### Your goal
Which lines of the entries contain the string "Quick"? Copy each of them.

[Input material]

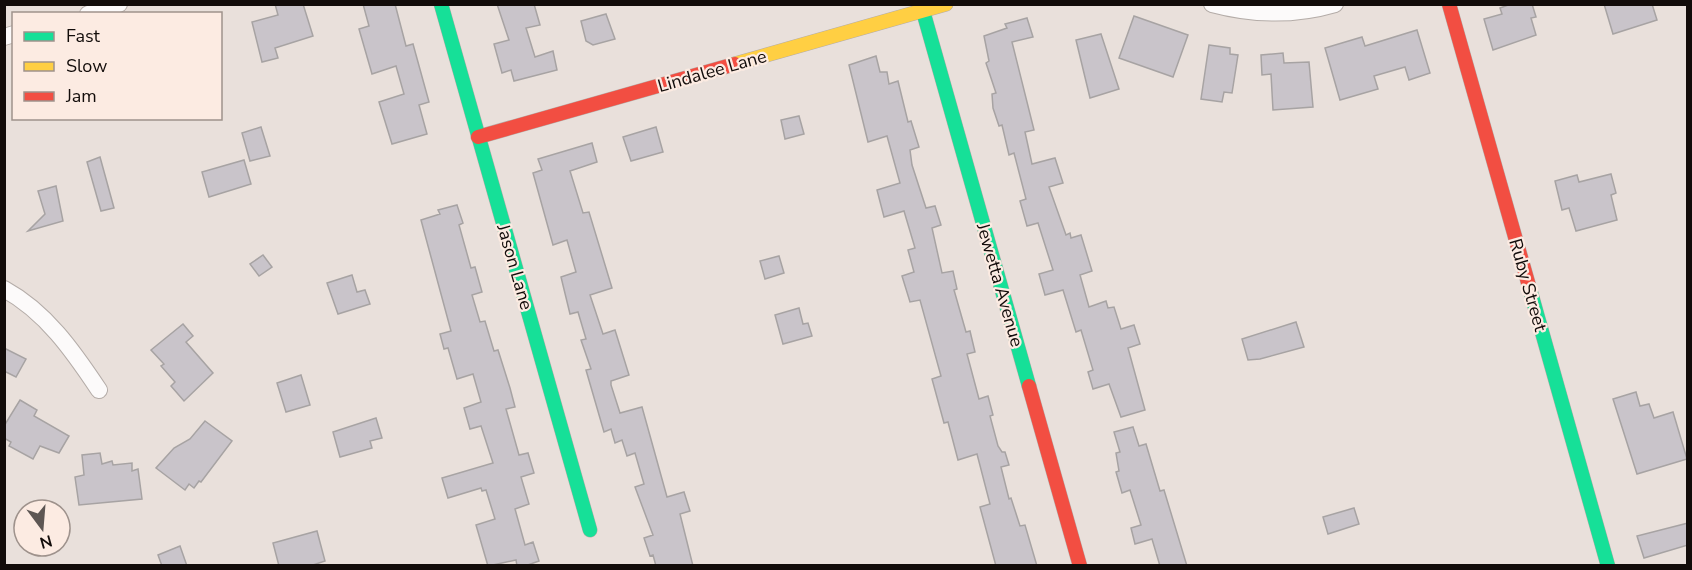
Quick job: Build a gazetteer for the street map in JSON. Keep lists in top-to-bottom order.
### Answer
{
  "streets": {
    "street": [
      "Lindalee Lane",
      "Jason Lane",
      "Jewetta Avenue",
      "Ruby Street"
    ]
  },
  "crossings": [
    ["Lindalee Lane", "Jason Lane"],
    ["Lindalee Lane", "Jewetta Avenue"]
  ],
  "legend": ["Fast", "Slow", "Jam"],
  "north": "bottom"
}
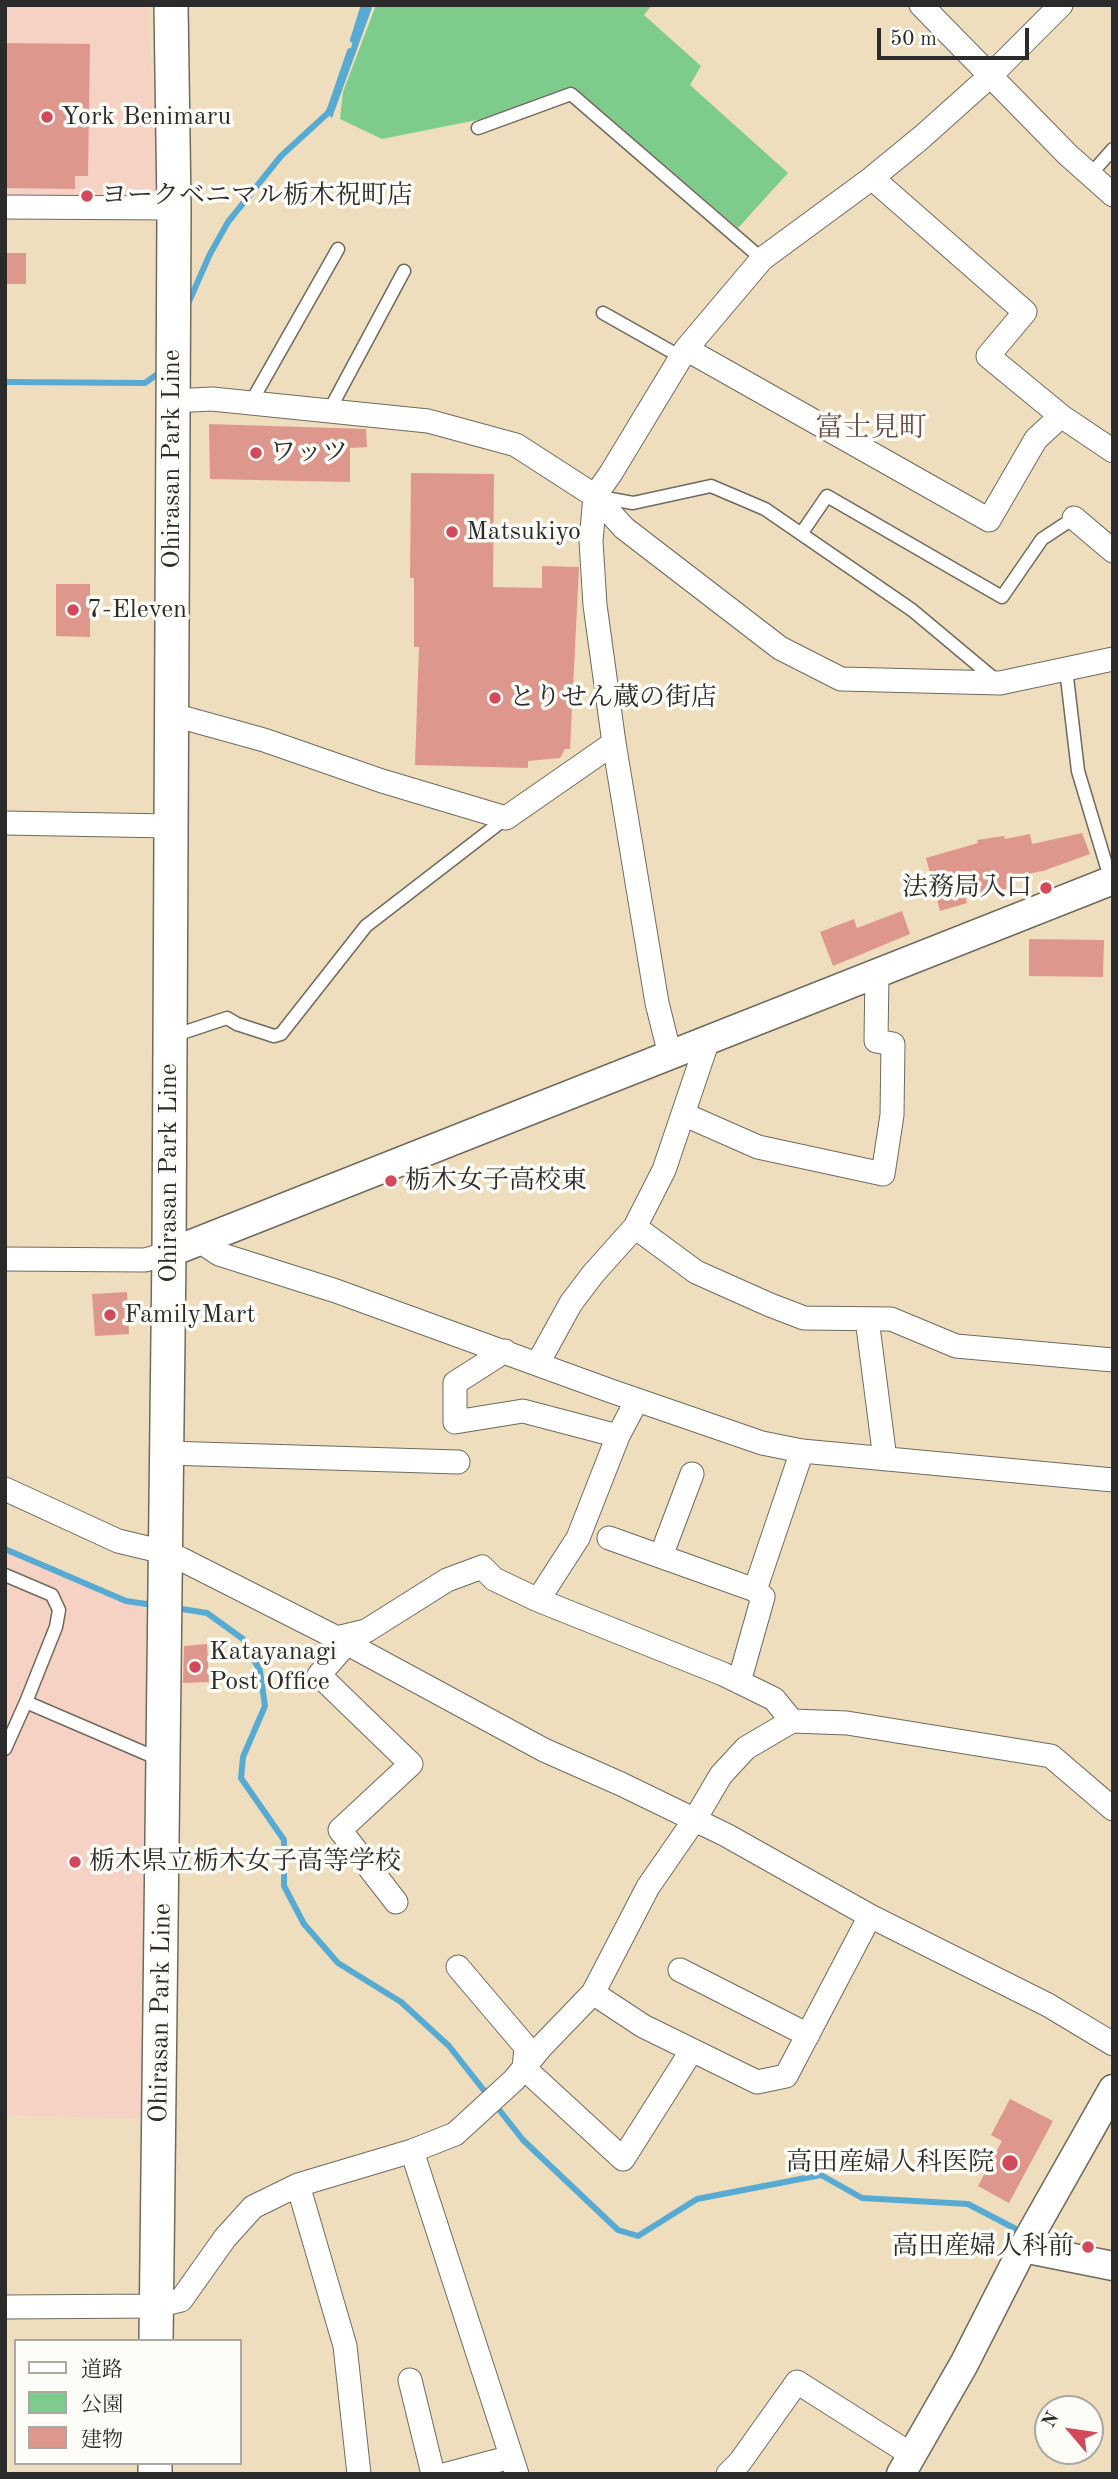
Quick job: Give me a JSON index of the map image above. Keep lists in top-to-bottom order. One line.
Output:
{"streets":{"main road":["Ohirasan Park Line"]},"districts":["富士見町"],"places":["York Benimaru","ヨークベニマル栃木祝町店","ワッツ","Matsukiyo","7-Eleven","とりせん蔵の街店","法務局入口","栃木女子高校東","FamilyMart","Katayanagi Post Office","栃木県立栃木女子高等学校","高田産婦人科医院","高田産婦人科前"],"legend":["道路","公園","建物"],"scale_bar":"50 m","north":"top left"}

[/Input material]
[Input material]

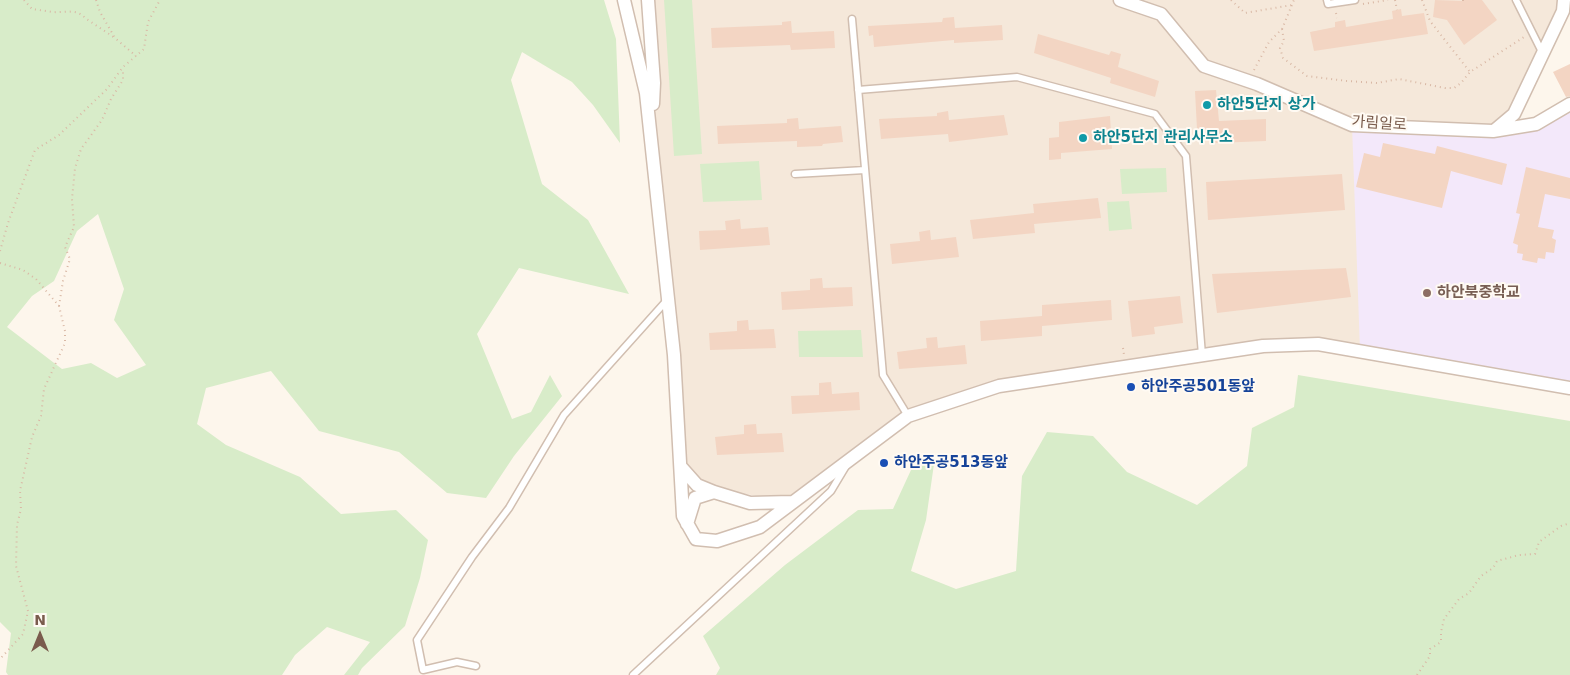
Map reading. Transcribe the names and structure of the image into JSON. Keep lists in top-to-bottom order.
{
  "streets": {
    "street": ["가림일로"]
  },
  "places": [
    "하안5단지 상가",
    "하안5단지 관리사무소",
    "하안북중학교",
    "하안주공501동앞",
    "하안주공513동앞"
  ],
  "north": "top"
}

[/Input material]
[Input material]

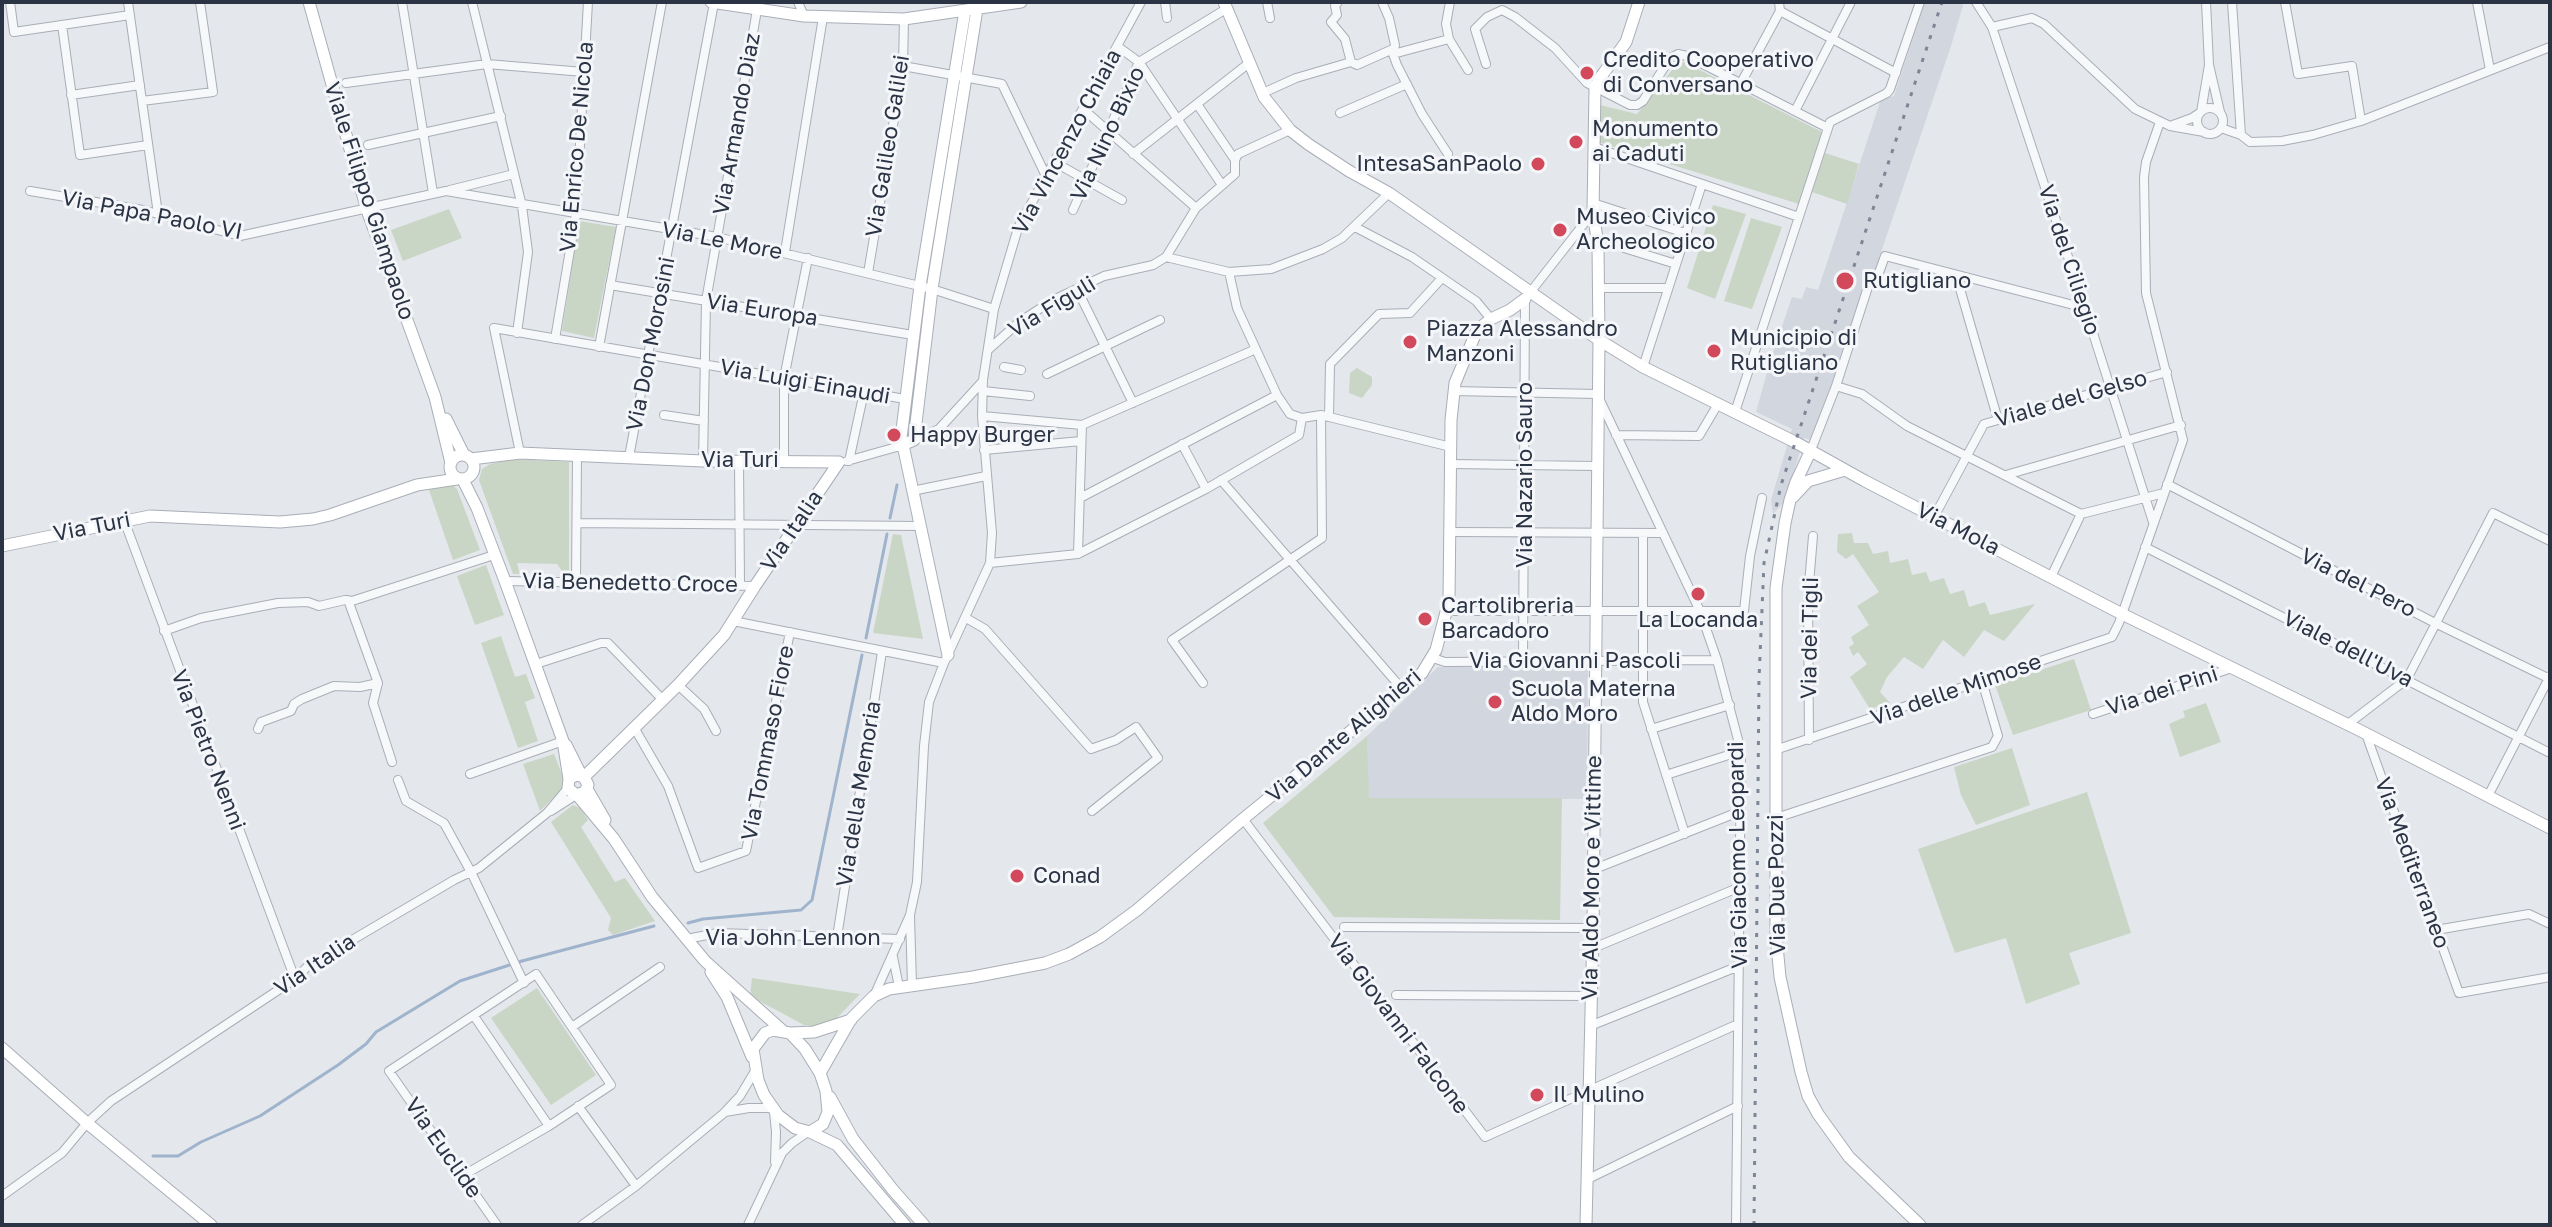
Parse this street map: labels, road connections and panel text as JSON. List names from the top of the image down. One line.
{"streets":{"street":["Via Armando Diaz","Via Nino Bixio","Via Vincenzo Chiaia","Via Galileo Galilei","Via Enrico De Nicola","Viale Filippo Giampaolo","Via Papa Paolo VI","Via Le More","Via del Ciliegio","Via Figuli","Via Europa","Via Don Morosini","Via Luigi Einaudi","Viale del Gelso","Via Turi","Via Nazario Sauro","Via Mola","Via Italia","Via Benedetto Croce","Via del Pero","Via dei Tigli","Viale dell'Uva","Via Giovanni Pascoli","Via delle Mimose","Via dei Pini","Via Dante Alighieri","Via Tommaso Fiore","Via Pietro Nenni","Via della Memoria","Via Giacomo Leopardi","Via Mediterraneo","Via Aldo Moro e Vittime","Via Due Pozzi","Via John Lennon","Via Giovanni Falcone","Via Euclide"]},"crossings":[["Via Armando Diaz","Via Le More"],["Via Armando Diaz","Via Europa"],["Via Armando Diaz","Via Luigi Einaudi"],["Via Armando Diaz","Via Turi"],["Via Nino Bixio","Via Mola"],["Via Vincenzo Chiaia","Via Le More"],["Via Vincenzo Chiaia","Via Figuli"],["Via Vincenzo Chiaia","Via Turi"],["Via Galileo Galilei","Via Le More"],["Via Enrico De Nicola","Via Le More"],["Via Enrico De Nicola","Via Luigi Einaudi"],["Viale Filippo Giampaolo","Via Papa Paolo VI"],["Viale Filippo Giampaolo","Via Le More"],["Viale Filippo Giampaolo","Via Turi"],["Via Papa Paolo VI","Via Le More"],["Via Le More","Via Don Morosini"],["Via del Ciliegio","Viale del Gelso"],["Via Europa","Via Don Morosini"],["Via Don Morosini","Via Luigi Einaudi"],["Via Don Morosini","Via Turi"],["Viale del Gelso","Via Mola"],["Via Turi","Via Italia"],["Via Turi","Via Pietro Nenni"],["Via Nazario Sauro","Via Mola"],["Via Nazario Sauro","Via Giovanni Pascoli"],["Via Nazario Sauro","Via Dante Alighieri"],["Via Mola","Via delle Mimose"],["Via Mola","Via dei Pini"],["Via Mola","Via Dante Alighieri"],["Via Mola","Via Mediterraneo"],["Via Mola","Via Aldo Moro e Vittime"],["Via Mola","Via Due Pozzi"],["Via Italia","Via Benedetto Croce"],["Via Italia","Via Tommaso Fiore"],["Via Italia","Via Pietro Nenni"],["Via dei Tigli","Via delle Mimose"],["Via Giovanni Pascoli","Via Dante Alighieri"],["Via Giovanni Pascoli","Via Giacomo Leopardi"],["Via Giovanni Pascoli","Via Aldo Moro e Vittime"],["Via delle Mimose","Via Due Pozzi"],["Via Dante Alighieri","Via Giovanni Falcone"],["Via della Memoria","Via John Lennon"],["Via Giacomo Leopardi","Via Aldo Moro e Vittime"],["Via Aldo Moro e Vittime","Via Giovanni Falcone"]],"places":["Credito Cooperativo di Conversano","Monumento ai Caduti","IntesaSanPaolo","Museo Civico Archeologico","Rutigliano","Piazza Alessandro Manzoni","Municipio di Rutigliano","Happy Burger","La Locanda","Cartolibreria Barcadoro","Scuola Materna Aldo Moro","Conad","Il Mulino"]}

[/Input material]

### Result for this task
Quick job: Build a gazetteer for the street map in JSON. Keep lists in top-to-bottom order.
Quick job: Give me a JSON index of the map image above. Keep lists in top-to-bottom order. One line.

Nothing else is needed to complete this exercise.